Cette déclaration a semé l’émoi au sein du gouvernement canadien et a aussi indirectement mené au congédiement de l’homme à qui Justin Trudeau avait confié les clés de l’ambassade à Pékin, l’ancien ministre John McCallum.

Le premier ministre a montré la porte à son ex-ministre le 22 janvier dernier pour le punir d’avoir affirmé que Meng Wanzhou disposait de solides arguments juridiques pour éviter l’extradition vers les États-Unis. M. McCallum n’a toujours pas été remplacé.

« Je n’étais pas favorable au congédiement de l’ancien ambassadeur.
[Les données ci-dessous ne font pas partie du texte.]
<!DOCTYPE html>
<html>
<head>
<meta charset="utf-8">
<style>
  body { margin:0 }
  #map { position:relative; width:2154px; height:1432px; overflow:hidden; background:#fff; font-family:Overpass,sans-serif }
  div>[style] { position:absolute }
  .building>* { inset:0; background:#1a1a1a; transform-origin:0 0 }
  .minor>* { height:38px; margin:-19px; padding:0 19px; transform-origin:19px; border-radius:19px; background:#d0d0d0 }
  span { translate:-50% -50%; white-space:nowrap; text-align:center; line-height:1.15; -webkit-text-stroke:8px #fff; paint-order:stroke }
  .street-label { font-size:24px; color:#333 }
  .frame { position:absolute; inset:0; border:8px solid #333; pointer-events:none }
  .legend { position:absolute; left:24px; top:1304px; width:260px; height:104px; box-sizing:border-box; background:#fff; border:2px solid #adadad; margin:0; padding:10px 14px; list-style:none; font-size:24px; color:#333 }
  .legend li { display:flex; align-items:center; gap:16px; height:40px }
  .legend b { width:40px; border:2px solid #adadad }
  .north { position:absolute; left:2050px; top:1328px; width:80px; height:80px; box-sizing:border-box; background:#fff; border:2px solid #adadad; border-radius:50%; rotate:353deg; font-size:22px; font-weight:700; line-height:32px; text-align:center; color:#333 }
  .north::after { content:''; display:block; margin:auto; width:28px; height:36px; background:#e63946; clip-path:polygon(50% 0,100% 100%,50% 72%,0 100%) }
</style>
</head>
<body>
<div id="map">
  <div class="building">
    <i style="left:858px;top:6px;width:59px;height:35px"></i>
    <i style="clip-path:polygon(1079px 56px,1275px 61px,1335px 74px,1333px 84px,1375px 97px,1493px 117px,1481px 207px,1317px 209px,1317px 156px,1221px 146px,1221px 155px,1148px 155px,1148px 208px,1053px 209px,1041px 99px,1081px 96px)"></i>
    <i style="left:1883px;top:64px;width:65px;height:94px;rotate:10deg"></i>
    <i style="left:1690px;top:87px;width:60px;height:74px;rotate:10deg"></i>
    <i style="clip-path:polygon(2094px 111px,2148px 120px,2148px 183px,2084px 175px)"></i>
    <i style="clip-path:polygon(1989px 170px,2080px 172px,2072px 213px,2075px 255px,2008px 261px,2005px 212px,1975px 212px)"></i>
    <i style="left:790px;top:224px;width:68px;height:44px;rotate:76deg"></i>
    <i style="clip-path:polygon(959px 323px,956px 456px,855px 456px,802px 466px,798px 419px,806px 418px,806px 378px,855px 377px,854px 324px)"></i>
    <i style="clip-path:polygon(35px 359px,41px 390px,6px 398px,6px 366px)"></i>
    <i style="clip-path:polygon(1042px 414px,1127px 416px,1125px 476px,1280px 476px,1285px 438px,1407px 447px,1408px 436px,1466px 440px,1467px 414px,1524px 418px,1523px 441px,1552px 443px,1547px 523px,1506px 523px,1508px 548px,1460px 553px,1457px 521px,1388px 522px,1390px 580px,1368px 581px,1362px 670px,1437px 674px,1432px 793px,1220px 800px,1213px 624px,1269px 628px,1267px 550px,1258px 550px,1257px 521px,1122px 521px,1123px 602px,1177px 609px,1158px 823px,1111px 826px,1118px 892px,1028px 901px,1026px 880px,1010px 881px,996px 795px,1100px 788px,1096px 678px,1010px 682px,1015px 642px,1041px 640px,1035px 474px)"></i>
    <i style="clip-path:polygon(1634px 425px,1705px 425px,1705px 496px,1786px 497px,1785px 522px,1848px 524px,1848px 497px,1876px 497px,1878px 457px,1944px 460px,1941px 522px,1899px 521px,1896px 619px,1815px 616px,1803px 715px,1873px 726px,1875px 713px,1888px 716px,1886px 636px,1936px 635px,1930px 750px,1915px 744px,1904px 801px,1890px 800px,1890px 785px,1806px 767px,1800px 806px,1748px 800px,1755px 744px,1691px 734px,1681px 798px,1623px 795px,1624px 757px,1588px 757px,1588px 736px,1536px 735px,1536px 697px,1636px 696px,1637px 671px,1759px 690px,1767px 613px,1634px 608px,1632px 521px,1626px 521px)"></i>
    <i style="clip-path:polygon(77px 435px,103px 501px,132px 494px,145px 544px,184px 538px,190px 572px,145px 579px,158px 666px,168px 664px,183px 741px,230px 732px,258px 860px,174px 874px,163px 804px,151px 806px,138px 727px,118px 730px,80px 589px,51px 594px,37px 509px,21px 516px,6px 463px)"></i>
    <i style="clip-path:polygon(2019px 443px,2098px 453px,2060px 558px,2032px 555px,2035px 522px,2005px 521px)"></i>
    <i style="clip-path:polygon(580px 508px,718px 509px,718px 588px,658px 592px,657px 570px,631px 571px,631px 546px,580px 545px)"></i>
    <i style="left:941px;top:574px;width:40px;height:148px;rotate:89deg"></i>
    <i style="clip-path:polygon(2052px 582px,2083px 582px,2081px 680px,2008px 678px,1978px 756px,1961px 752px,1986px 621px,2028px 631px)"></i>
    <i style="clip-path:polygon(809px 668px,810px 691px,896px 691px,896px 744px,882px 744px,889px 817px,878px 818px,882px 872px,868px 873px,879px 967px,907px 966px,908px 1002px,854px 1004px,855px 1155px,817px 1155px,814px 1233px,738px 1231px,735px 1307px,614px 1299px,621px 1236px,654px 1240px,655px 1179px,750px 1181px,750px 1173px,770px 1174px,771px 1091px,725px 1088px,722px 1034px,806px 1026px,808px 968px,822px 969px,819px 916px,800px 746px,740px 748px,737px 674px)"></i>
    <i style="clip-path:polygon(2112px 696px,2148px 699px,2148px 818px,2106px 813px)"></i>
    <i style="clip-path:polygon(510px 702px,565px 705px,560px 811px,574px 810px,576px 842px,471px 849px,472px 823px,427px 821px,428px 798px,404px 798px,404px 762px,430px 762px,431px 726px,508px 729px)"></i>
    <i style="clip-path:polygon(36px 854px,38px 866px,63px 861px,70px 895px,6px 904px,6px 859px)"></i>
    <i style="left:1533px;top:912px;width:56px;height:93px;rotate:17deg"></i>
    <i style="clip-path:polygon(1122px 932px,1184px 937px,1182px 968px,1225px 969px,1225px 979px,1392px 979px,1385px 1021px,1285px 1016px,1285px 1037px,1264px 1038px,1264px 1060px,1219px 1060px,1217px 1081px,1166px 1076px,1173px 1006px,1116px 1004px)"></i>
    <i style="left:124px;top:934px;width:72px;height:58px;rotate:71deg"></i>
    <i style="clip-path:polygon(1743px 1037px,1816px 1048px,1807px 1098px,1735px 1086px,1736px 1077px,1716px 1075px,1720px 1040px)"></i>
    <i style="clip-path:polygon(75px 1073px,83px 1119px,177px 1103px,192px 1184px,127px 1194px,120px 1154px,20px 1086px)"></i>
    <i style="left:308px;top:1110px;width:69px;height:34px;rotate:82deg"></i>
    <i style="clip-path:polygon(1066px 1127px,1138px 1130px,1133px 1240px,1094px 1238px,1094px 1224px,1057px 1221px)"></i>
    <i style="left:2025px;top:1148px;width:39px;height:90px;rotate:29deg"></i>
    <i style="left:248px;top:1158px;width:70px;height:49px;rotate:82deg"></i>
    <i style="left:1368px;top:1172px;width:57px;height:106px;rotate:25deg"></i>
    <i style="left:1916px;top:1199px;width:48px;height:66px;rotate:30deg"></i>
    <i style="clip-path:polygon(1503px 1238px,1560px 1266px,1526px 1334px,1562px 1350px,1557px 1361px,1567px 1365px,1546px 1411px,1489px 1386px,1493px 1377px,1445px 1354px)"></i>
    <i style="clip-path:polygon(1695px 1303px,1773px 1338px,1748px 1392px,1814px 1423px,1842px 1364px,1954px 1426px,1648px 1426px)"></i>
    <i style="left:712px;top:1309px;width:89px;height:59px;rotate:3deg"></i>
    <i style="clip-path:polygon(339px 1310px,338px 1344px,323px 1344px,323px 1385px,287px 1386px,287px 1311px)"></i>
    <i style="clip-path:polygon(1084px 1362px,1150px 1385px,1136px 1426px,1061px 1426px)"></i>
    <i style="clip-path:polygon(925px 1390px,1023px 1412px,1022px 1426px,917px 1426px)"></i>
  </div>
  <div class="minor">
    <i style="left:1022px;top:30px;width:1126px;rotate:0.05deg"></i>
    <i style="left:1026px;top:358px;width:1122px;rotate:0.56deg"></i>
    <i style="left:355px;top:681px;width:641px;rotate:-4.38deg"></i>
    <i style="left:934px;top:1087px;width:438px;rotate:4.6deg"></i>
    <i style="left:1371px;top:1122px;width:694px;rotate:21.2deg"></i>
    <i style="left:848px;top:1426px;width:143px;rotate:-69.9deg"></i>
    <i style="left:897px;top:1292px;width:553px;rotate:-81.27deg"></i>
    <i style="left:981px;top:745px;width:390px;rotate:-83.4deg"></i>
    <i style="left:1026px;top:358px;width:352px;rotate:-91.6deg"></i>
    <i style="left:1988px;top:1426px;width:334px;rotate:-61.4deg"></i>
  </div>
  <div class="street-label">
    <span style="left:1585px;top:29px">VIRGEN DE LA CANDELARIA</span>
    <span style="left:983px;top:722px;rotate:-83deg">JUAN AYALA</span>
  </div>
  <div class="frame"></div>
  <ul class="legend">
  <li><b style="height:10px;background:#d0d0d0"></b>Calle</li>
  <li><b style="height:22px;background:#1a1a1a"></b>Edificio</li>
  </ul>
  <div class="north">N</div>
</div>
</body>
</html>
Il a dit la vérité. » — Irvin Studin, membre de la Chaire Raoul-Dandurand en études stratégiques et diplomatiques de l’UQAM

« Évidemment, il nous faut un ambassadeur, mais il nous faut un ministre des Affaires étrangères aussi », enchaîne le professeur Studin. Il estime que la ministre Chrystia Freeland est « peu à l’aise dans les affaires chinoises » et « jouit de très peu de respect à Pékin ».

Mais nommer un ambassadeur en pleine tempête diplomatique n’est pas si simple, fait remarquer Guy Saint-Jacques. « À cause du mécontentement de la Chine, il n’est pas entendu qu’ils donneraient l’agrément [à une nomination] », explique-t-il.

Il s’agit « toujours d’une préoccupation quand on a de telles tensions diplomatiques, mais ce n’est pas nécessairement la seule raison pour laquelle on n’a pas encore fait de nomination », a indiqué à La Presse une source gouvernementale.

De son côté, l’opposition exhorte le gouvernement Trudeau à agir avec davantage de célérité. « On doit avoir un ambassadeur, et très vite. Et il faut nommer un professionnel, pas un politicien de carrière », insiste le conservateur Erin O’Toole en entrevue.

« La situation devient de plus en plus problématique, et il y a fort à parier que c’est en lien avec le cas de Mme Meng, qui est encore incertain », mentionne pour sa part le néo-démocrate Guy Caron.